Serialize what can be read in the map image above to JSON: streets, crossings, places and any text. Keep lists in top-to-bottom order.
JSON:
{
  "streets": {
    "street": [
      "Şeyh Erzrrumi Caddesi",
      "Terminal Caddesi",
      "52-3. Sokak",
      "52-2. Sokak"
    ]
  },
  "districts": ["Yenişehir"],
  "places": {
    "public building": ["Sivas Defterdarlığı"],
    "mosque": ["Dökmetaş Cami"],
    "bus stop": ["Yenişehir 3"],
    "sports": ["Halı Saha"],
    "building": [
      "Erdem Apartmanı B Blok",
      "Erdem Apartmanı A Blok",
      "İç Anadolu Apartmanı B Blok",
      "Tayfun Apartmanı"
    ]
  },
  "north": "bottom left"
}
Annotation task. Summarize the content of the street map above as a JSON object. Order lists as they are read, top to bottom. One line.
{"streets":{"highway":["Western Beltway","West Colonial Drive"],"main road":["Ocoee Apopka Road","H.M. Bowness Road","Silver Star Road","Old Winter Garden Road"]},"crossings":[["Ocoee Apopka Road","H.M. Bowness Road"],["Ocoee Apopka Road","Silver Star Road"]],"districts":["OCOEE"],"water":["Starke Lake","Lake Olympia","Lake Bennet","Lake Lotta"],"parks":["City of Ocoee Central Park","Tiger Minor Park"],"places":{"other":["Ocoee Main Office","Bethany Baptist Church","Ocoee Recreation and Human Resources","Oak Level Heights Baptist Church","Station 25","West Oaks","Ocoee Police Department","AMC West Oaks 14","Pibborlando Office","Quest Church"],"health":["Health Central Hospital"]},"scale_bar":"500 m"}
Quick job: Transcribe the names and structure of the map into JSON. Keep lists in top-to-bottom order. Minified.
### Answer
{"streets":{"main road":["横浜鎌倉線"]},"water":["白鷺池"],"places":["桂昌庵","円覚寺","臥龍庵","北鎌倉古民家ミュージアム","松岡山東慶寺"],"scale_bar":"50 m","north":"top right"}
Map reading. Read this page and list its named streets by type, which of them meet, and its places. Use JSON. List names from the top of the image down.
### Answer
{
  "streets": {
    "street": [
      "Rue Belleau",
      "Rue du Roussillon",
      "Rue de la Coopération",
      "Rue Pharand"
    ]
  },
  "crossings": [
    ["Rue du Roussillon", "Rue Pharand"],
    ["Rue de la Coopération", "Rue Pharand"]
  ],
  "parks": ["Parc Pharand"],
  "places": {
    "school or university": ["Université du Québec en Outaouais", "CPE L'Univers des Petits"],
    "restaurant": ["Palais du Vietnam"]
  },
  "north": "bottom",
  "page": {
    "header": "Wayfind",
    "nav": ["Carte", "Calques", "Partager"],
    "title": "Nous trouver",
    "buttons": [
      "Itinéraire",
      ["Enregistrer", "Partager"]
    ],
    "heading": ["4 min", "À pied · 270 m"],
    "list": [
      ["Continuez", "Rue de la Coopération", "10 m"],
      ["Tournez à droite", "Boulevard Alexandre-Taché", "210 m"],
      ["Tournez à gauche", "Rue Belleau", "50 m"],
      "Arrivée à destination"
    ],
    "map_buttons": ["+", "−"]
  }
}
***
◆ Instructions for the task: Go through the material and report each line that holds the string "names".

◆ Answer section:
Quick job: Transcribe the names and structure of the map into JSON. Keep lists in top-to-bottom order. Minified.
Map reading. Read this page and list its named streets by type, which of them meet, and its places. Use JSON. List names from the top of the image down.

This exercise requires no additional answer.